Dis-moi, pourquoi ces yeux par l’horreur dilatés ?
Les rideaux de nouveau se sont donc agités ?
Elle dort, c’est le vent qui passe dans la plaine.
Une étreinte d’amour fait tressaillir le lit,
Un bruit, un long baiser dans l’ombre retentit.
Elle dort ! elle dort ! c’est un bruit de l’espace,
Dans la verdure en fleur c’est la brise qui passe.
Mais vois donc, le parfum s’achève en pétillant :
Ces flacons sont brisés, cette nappe est rougie.
Mais ne dirait-on pas les suites d’une orgie…
Elle dort ! elle dort ! Rodolphe, elle t’attend !

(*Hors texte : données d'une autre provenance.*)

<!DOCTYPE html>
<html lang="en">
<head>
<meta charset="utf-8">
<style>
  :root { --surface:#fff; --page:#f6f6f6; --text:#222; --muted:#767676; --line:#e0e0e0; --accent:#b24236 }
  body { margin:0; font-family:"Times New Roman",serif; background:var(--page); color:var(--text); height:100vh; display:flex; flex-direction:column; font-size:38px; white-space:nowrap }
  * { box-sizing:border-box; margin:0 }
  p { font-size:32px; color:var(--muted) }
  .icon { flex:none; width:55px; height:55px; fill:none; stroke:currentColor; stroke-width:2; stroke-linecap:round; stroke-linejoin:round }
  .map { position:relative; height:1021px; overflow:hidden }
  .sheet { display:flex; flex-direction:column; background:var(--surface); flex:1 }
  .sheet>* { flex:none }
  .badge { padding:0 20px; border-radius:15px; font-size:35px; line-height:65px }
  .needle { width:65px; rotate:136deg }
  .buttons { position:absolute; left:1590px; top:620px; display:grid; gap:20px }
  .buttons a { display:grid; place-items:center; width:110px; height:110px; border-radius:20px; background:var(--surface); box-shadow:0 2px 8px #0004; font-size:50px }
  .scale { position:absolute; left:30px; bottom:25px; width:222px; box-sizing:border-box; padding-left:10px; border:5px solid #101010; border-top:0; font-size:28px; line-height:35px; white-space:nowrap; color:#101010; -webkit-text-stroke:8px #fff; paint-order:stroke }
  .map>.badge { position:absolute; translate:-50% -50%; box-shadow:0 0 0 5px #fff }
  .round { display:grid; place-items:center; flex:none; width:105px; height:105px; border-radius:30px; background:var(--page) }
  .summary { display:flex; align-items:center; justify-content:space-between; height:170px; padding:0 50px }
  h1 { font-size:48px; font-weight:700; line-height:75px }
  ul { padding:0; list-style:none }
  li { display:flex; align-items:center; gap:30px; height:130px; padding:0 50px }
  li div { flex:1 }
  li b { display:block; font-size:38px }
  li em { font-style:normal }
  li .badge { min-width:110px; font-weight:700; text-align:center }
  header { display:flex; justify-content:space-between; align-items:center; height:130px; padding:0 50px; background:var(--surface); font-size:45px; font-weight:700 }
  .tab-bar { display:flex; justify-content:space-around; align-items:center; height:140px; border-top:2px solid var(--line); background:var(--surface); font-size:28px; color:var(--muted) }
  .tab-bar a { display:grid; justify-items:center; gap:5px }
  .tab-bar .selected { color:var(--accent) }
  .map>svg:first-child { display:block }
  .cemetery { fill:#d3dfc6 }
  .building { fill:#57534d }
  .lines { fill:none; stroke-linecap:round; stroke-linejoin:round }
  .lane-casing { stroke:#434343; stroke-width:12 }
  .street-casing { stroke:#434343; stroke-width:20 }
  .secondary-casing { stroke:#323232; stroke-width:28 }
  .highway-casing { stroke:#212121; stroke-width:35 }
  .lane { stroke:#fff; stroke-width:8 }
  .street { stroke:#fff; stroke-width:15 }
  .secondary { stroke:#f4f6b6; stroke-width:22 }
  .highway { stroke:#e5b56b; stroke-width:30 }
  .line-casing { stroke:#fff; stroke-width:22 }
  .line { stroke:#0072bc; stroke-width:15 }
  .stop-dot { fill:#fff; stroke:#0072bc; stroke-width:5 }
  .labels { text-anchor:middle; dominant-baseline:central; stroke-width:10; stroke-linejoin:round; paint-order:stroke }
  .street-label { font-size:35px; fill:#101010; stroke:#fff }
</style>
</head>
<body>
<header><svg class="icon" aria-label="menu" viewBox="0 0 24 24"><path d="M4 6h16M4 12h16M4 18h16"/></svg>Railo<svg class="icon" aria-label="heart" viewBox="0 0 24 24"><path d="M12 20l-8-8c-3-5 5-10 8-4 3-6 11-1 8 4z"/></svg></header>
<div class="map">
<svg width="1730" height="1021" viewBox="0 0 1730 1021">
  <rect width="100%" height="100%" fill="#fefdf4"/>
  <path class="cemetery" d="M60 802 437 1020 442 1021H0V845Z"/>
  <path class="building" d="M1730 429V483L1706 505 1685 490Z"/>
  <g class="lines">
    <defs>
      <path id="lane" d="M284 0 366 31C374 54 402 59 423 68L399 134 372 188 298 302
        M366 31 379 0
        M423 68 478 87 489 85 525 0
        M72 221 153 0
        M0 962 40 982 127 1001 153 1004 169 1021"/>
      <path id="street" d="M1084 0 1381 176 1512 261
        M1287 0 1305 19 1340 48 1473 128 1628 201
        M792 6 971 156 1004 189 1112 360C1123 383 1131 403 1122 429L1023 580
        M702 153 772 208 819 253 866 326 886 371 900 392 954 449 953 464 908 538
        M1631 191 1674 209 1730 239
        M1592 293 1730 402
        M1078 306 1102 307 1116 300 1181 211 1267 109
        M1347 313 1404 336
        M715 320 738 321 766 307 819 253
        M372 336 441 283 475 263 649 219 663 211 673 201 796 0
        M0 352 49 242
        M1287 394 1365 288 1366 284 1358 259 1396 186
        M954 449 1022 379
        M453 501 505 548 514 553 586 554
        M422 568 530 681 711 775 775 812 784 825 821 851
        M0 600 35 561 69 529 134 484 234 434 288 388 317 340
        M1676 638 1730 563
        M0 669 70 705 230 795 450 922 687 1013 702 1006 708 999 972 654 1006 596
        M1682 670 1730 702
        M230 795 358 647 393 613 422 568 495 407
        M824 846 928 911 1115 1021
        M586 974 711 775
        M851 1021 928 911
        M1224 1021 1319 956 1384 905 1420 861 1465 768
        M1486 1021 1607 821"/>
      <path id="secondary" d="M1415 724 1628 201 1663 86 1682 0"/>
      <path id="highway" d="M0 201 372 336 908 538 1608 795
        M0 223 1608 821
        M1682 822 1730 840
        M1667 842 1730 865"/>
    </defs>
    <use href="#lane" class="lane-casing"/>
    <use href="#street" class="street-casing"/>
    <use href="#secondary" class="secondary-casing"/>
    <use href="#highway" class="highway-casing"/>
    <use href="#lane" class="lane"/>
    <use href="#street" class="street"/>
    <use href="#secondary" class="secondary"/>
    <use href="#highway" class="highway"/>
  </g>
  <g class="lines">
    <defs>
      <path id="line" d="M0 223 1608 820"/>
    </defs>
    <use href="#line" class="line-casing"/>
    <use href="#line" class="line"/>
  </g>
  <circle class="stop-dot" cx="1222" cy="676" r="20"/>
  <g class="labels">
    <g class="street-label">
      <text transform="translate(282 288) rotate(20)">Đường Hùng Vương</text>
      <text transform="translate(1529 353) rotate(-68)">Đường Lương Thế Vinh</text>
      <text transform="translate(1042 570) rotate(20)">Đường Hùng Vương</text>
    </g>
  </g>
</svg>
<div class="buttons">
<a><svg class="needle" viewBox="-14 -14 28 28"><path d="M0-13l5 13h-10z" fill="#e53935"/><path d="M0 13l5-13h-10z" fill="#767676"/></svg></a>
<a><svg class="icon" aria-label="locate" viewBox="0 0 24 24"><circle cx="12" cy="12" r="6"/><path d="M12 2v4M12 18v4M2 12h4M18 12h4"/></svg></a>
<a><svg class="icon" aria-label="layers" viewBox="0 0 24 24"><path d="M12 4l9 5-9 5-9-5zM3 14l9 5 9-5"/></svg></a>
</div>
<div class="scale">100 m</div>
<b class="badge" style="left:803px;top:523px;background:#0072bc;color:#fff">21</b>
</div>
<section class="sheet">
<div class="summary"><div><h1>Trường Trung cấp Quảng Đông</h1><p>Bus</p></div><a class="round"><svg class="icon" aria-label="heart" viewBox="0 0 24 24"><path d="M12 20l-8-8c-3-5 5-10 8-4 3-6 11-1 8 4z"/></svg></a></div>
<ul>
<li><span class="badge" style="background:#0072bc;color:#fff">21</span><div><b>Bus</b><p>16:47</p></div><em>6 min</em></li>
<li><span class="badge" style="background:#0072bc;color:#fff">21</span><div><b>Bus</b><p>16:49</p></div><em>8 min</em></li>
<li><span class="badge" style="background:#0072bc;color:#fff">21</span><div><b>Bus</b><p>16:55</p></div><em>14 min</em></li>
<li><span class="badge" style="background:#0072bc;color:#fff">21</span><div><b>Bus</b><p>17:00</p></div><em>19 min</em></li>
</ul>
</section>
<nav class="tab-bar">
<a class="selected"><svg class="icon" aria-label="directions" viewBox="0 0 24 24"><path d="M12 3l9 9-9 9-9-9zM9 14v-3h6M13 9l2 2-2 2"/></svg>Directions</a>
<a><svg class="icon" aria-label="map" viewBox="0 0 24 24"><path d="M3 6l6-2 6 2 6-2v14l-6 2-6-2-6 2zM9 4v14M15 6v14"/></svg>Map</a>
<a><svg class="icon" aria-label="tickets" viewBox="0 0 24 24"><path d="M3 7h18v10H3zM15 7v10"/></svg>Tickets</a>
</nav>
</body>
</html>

Elle est blonde pourtant. Quelle est la chevelure
Qui, si noire, en longs flots ruisselle sur ses bras ?
Tu connais bien sa voix. Quel est donc le murmure
Qui s’élève du lit, ne lui ressemblant pas ?
Elle a donc les pieds forts et les jambes nerveuses ?
Sa gorge n’est donc pas blanche comme le lait ?
Ses épaules, dis-moi, ne sont donc pas soyeuses,
Qu’un corps, brun et nerveux, sur le lit t’apparaît ?
Mais tu trembles, je crois. Cours vite, elle t’appelle ;
Cours vite l’embrasser, lui dire : Me voilà !
Tu le sais, mon amour, l’attente est si cruelle…

Ah ! tu l’as donc compris qu’un autre homme était là !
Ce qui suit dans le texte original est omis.